Certain tenets of an international insurance treaty may stymie coverage for families of the victims of Malaysia Airlines Flight 370, as new evidence points to a deliberate crash and potential pilot suicide as the cause of the plane’s disappearance two years ago.
Peter Foley, the Australian Transport Safety Bureau’s program director of the operational search for MH370, admitted for the first time this weekend that damage found in the recovered wreckage suggests the plane was under the control of pilot Zahari Ahmed Shah when it went into the sea in March 2014. Severe erosion along the trailing edge of two recovered wing parts points to a controlled landing, Foley said.
Australian authorities also admitted that a Malaysian police report suggesting Shah had plotted a route deep into the southern Indian Ocean on his home flight simulator was genuine. Evidence of any such route has since been deleted.
The two admissions throw significant doubt on authorities’ preferred theory that the plane’s disappearance was an accident, instead pointing strongly to pilot suicide – something that could prevent families of the crash victims from collecting insurance settlements from the airline.
Grace Nathan, a spokeswoman for MH370 next-of-kin group Voice 370, said families of the victims who are suing the airline for negligence may now pursue criminal action as well. However, families who accepted payout offers may no longer be covered by insurance.
Families who missed the March 8 deadline to initiate lawsuits against the Malaysia Airlines may also be stranded if pilot suicide was indeed the cause of the crash, thanks to the 1999 Montreal Convention, which dictates international aviation insurance terms.
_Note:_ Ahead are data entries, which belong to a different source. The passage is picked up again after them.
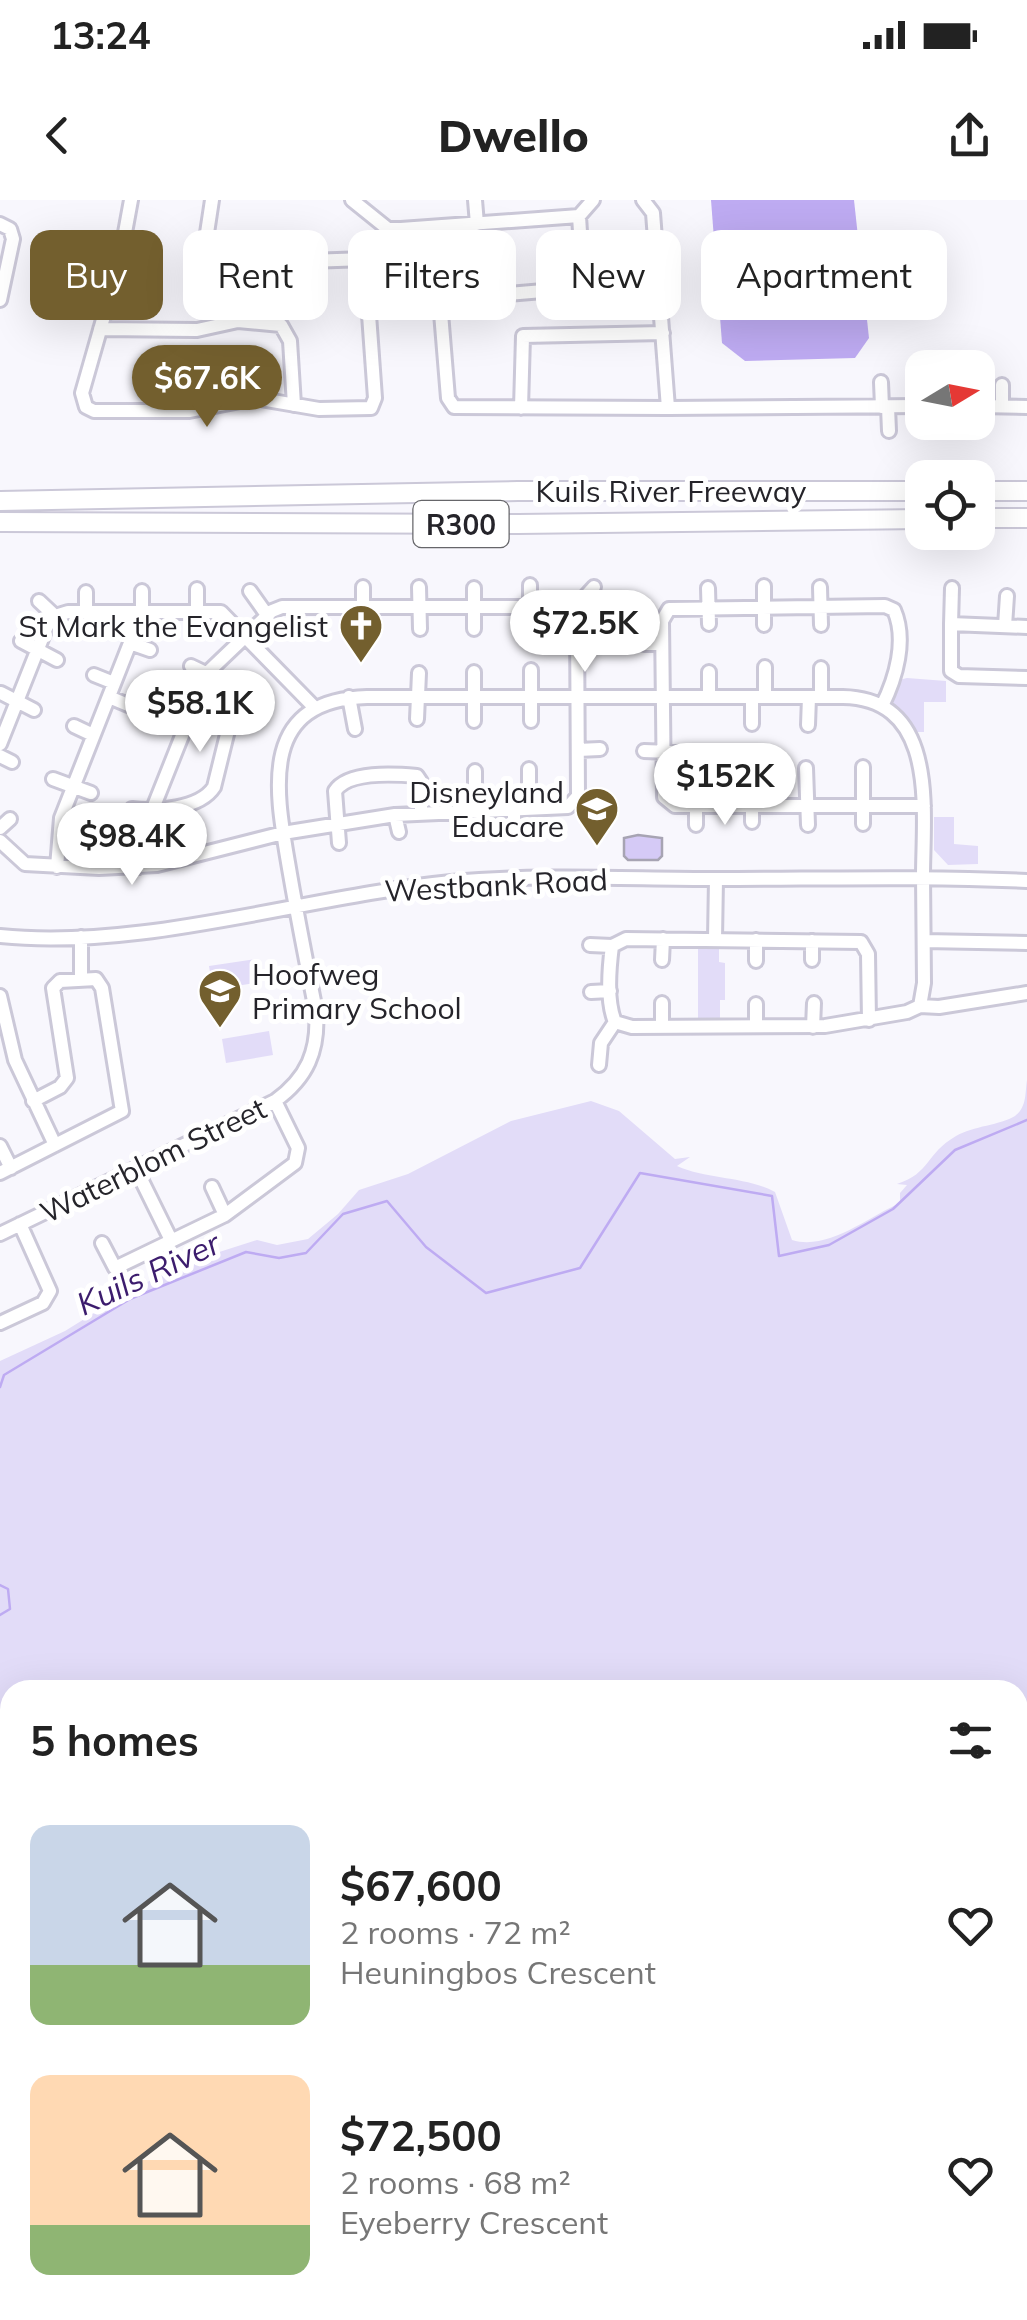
<!DOCTYPE html>
<html lang="en">
<head>
<meta charset="utf-8">
<style>
  :root { --surface:#fff; --page:#f6f6f6; --text:#222; --muted:#767676; --accent:#735f2e }
  body { margin:0; font-family:Mulish,sans-serif; background:var(--page); color:var(--text); height:100vh; display:flex; flex-direction:column; font-size:38px; white-space:nowrap }
  * { box-sizing:border-box; margin:0 }
  p { font-size:32px; color:var(--muted) }
  .icon { flex:none; width:55px; height:55px; fill:none; stroke:currentColor; stroke-width:2; stroke-linecap:round; stroke-linejoin:round }
  .map { position:relative; flex:1; overflow:hidden }
  .drawer { position:absolute; left:0px; top:1480px; width:1028px; height:640px; display:flex; flex-direction:column; background:var(--surface); border-radius:30px 30px 0 0; box-shadow:0 10px 40px #0002 }
  .drawer>* { flex:none }
  .guide { position:absolute; left:30px; top:30px; width:968px; height:90px; display:flex; gap:20px }
  .needle { width:65px; rotate:80deg }
  .buttons { position:absolute; left:905px; top:150px; display:grid; gap:20px }
  .buttons a { display:grid; place-items:center; width:90px; height:90px; border-radius:20px; background:var(--surface); box-shadow:0 10px 40px #0002; font-size:50px }
  .price { position:absolute; translate:-50% -85px; padding:0 22px; border-radius:35px; background:#fff; color:#222; font-size:32px; line-height:65px; filter:drop-shadow(0 2px 5px #0008) }
  .price::after { content:''; position:absolute; left:50%; top:60px; width:30px; height:22px; margin-left:-15px; background:inherit; clip-path:polygon(0 0,100% 0,50% 100%) }
  .price.current { background:var(--accent); color:#fff }
  ul { padding:0; list-style:none }
  li { display:flex; align-items:center; gap:30px; height:250px; padding:0 30px }
  li span { display:grid; place-items:center; flex:none; width:280px; height:200px; border-radius:20px; color:#555 }
  li>.icon { margin-inline-start:auto }
  span .icon { width:120px; height:120px; fill:#fffc; stroke-width:1 }
  li b { font-size:42px }
  h2 { display:flex; justify-content:space-between; align-items:center; height:120px; padding:0 30px; font-size:42px }
  .chip { padding:0 35px; border-radius:20px; background:var(--surface); box-shadow:0 10px 40px #0002; font-size:35px; line-height:90px }
  .chip.current { background:var(--accent); color:#fff }
  .status { display:flex; justify-content:space-between; align-items:center; height:70px; padding:0 50px; background:var(--surface); direction:ltr }
  .status svg { height:28px; fill:currentColor }
  header { display:flex; justify-content:space-between; align-items:center; height:130px; padding:0 30px; background:var(--surface); font-size:45px; font-weight:800 }
  .map>svg:first-child { display:block }
  .green { fill:#e2dcf8 }
  .water { fill:#beabf2 }
  .lines { fill:none; stroke-linecap:round; stroke-linejoin:round }
  .stream { stroke:#beabf2; stroke-width:2.5 }
  .building { fill:#d5caf6; stroke:#a7a4b3; stroke-width:2.5 }
  .minor-casing { stroke:#cbc8d8; stroke-width:18 }
  .highway-casing { stroke:#cbc8d8; stroke-width:22 }
  .minor { stroke:#fff; stroke-width:12 }
  .highway { stroke:#fff; stroke-width:18 }
  .labels { text-anchor:middle; dominant-baseline:central; stroke-width:10; stroke-linejoin:round; paint-order:stroke }
  .shield { fill:#fff; stroke:#66666a; stroke-width:2.5 }
  .shield-label { font-size:28px; font-weight:bold; fill:#25242a }
  .street-label { font-size:30px; fill:#25242a; stroke:#fff }
  .poi-label { font-size:30px; fill:#25242a; stroke:#fff; text-anchor:end }
  .water-label { font-size:32px; font-style:italic; fill:#3c1c6d; stroke:#fff }
</style>
</head>
<body>
<div class="status"><b>13:24</b><svg viewBox="0 0 49 12"><path d="M0 12V9h3v3zM5 12V6h3v6zM10 12V3h3v9zM15 12V0h3v12zM26 1h20v11H26zM47 4h2v5h-2z"/></svg></div>
<header><svg class="icon" aria-label="back" viewBox="0 0 24 24"><path d="M15 5l-7 7 7 7"/></svg>Dwello<svg class="icon" aria-label="share" viewBox="0 0 24 24"><path d="M12 15V3M7 8l5-5 5 5M5 13v7h14v-7"/></svg></header>
<div class="map">
<svg width="1027" height="2120" viewBox="0 0 1027 2120">
  <rect width="100%" height="100%" fill="#f8f7fd"/>
  <path class="green" d="M907 478 946 481V502H924V532H917L892 504 899 480Z
    M934 617H954V644L978 646V664L948 665 934 650Z
    M698 743 719 744V762L725 763V800H720V824H698Z
    M256 759 260 782 213 790 209 766Z
    M269 831 273 855 226 863 222 839Z
    M1027 880V1879L1018 1881V1490H10V2110H1018V2035L1027 2060V2120H0V1161L65 1131 131 1090 188 1062 257 1040 277 1045 308 1039 338 1014 359 990 408 974 511 921 591 901 619 911 675 959 690 957 677 966C709 980 745 976 775 992L792 1040C828 1051 868 1017 900 1003V993L907 985 897 984C931 973 925 954 956 936 973 926 1001 925 1015 916 1027 907 1025 893 1027 880Z"/>
  <path class="water" d="M711 0H854L869 138 855 158 745 161 722 143Z"/>
  <g class="lines">
    <path class="stream" d="M0 1187 4 1175 130 1099 246 1052 279 1058 306 1053 343 1014 387 1001 426 1047 486 1093 580 1068 640 973 772 996 779 1056 829 1045 893 1009 955 950 1027 920
      M0 1385 8 1389 10 1409 0 1415"/>
  </g>
  <path class="building" d="M638 635 662 638V656L658 660H628L624 656V638Z"/>
  <g class="lines">
    <defs>
      <path id="minor" d="M131 0 120 60 82 193 86 207 94 211H189L255 198 319 209 371 208 375 198 365 59 388 29
        M212 0 207 33 213 46 309 61 365 59
        M352 0 388 29H401L579 16 593 0
        M475 0 477 24
        M0 24 10 29 13 39 0 100
        M434 28 448 198 454 207 668 208 653 13 643 0
        M440 100 578 88 583 80 579 16
        M100 129 197 130 238 121 281 125 290 141 294 205
        M881 182 882 207
        M978 206 1027 207
        M1002 206V185
        M888 207 889 231
        M521 208 523 136 663 133
        M668 208 922 206
        M530 385V429
        M764 386V425
        M363 387V408
        M419 387 420 429
        M820 387 821 425
        M708 388 709 424
        M250 391 267 415
        M39 401 55 416
        M573 410 594 387
        M197 411V389
        M86 412V392
        M142 412V391
        M951 424 952 388
        M1005 426 1007 396
        M1027 427 951 424V471L959 476 1027 478
        M474 429V388
        M21 441 57 460
        M130 443 150 450
        M644 444H662
        M765 467V497
        M821 468V497
        M531 470V521
        M709 472V497
        M94 475 114 483
        M1 493 34 510
        M109 497 128 505
        M349 497 355 529
        M882 506C896 478 907 440 894 410L885 406 669 409 662 421 664 597 675 606H924
        M417 519 419 473
        M169 520 185 528
        M474 521V472
        M752 524V497
        M808 525 809 497
        M74 526 93 535
        M0 544 47 426 55 416 68 412H221L315 508
        M578 550 600 549
        M644 551 696 553
        M0 556 12 562
        M863 567V624
        M806 568 808 625
        M529 569V608
        M475 571V609
        M53 579 91 593
        M696 606V625
        M514 608V628
        M132 609C155 612 200 609 214 587L235 502 214 477 191 466
        M395 615 399 632
        M752 622V572
        M0 628 10 619
        M458 629V610
        M0 641 25 664 99 668 157 665 283 633 395 615 568 607 578 596 577 414 565 407H282L272 411 207 473 142 636 138 667
        M339 643 335 591C348 571 394 574 417 576L421 582V612
        M57 667 61 618 130 443V412
        M0 736C141 751 307 696 451 682 538 674 628 679 716 679 820 679 924 676 1027 681
        M81 737V777
        M715 739 716 679
        M924 741 1027 743
        M590 745 612 746
        M662 760 663 739
        M812 760V741
        M756 761V740
        M591 792 610 791
        M0 796 15 860 55 945
        M756 804V826
        M920 806 939 807 1027 793
        M615 822C606 801 609 769 612 746L626 739 861 742 868 754 869 820
        M662 827V803
        M813 827 814 803
        M0 946 11 968
        M136 969 171 1040
        M0 973 122 911 102 788 96 779 60 781 53 788 67 878 60 887 33 901
        M212 987 225 1015
        M0 1034 275 901C307 878 319 851 316 811 307 766 298 720 290 674 277 597 254 500 367 497H843C939 499 923 611 923 676 923 712 924 747 924 783L920 806 907 812 825 826 632 827 615 822 601 843 599 865
        M102 1043 115 1068 225 1015 295 963 298 948 275 901
        M0 1123 43 1103 50 1091 20 1024
        M1018 1907 1027 1905
        M1018 1923 1027 1949"/>
      <path id="highway" d="M978 291H1027
        M0 301 518 291H922
        M978 318H1027
        M0 322 518 324 922 319"/>
    </defs>
    <use href="#minor" class="minor-casing"/>
    <use href="#highway" class="highway-casing"/>
    <use href="#minor" class="minor"/>
    <use href="#highway" class="highway"/>
  </g>
  <defs>
    <symbol id="church-pin" viewBox="-11 -11 22 30"><path d="M0 17L-7.5 6A9.5 9.5 0 1 1 7.5 6Z" fill="#735f2e" stroke="#fff"/><path d="M-1.2-6h2.4v3.5h3.3v2.4h-3.3V6h-2.4V-.1h-3.3v-2.4h3.3Z" fill="#fff"/></symbol>
    <symbol id="school-pin" viewBox="-11 -11 22 30"><path d="M0 17L-7.5 6A9.5 9.5 0 1 1 7.5 6Z" fill="#735f2e" stroke="#fff"/><path d="M0-5L7-2L0 1L-7-2ZM-4 1L0 2.5L4 1V4Q0 6-4 4Z" fill="#fff"/></symbol>
  </defs>
  <g fill-rule="evenodd">
    <use href="#church-pin" x="336" y="401" width="50" height="68"/>
    <use href="#school-pin" x="572" y="584" width="50" height="68"/>
    <use href="#school-pin" x="195" y="766" width="50" height="68"/>
  </g>
  <g class="labels">
    <rect class="shield" x="413.5" y="301" width="95" height="46" rx="8"/>
    <g class="shield-label">
      <text x="461" y="324">R300</text>
    </g>
    <g class="street-label">
      <text x="671" y="291">Kuils River Freeway</text>
      <text transform="translate(496 685) rotate(-3)">Westbank Road</text>
      <text transform="translate(153 960) rotate(-26)">Waterblom Street</text>
    </g>
    <g class="poi-label">
      <text x="328" y="426">St Mark the Evangelist</text>
      <text x="564" y="592">Disneyland<tspan x="564" dy="34">Educare</tspan></text>
      <text x="252" y="774" text-anchor="start">Hoofweg<tspan x="252" dy="34">Primary School</tspan></text>
    </g>
    <g class="water-label">
      <text transform="translate(148 1073) rotate(-25)">Kuils River</text>
    </g>
  </g>
</svg>
<div class="buttons">
<a><svg class="needle" viewBox="-14 -14 28 28"><path d="M0-13l5 13h-10z" fill="#e53935"/><path d="M0 13l5-13h-10z" fill="#767676"/></svg></a>
<a><svg class="icon" aria-label="locate" viewBox="0 0 24 24"><circle cx="12" cy="12" r="6"/><path d="M12 2v4M12 18v4M2 12h4M18 12h4"/></svg></a>
</div>
<b class="price current" style="left:207px;top:230px">$67.6K</b>
<b class="price" style="left:585px;top:475px">$72.5K</b>
<b class="price" style="left:200px;top:555px">$58.1K</b>
<b class="price" style="left:725px;top:628px">$152K</b>
<b class="price" style="left:132px;top:688px">$98.4K</b>
<div class="guide">
<a class="chip current">Buy</a>
<a class="chip">Rent</a>
<a class="chip">Filters</a>
<a class="chip">New</a>
<a class="chip">Apartment</a>
</div>
<section class="drawer">
<h2>5 homes<svg class="icon" aria-label="filters" viewBox="0 0 24 24"><path d="M4 7h16M4 17h16"/><circle cx="9" cy="7" r="2"/><circle cx="15" cy="17" r="2"/></svg></h2>
<ul>
<li><span style="background:linear-gradient(#c9d6e8 70%,#8fb573 0)"><svg class="icon" aria-label="home" viewBox="0 0 24 24"><path d="M3 11l9-7 9 7M6 9v11h12V9"/></svg></span><div><b>$67,600</b><p>2 rooms · 72 m²</p><p>Heuningbos Crescent</p></div><svg class="icon" aria-label="heart" viewBox="0 0 24 24"><path d="M12 20l-8-8c-3-5 5-10 8-4 3-6 11-1 8 4z"/></svg></li>
<li><span style="background:linear-gradient(#ffd9b3 75%,#8fb573 0)"><svg class="icon" aria-label="home" viewBox="0 0 24 24"><path d="M3 11l9-7 9 7M6 9v11h12V9"/></svg></span><div><b>$72,500</b><p>2 rooms · 68 m²</p><p>Eyeberry Crescent</p></div><svg class="icon" aria-label="heart" viewBox="0 0 24 24"><path d="M12 20l-8-8c-3-5 5-10 8-4 3-6 11-1 8 4z"/></svg></li>
</ul>
</section>
</div>
</body>
</html>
Under the treaty, claimants have two years from the date an aircraft should have arrived at its destination to file suit for compensation against the carrier.
“You can’t start something now because the limitations date has passed,” Nathan told The Australian
Nathan also pointed to the question of airline responsibility in a suicide situation.
Even if Malaysia Airlines can successfully determine the cause of the crash, aviation policies often carry exclusions for terrorism or suicide – under sanction from the Montreal Convention – which may apply here.
“If it is proven to be pilot suicide, then the insurance becomes void,” she said.
The Montreal Convention sets a mandated minimum compensation payment of just under $200,000 for claimants in cases where airlines could not produce evidence to defend themselves. Certain families of the victims have filed suit against the airline for the compensation under the assumption that the death of their next of kin was caused by something other than negligence.
Nathan has suggested Malaysia Airlines may not be able to meet this financial standard, calling the company “practically bankrupt,” though a spokesperson for the airline has pushed back against those claims.
“[There is] adequate insurance coverage in place to meet any legal liability that we may have in respect of those claiming as a consequence of the incident,” the spokesperson said.
Malaysian investigators concluded the Boeing 777 servicing Flight 370 crashed after someone aboard the jet intentionally disabled its tracking devices, turning it south before it plunged into the Indian Ocean and killed all 239 people aboard. The aircraft had been flying under Malaysia Airlines since May 2002 without mechanical or computer troubles. The communications systems aboard the plane were also operating normally until radio and transponder signals stopped during the flight.
The airline’s insurers – Allianz
Global Corporate & Specialty and Lloyd’s of London unit Atrium – have already paid more than $300 million for claims related to the crash.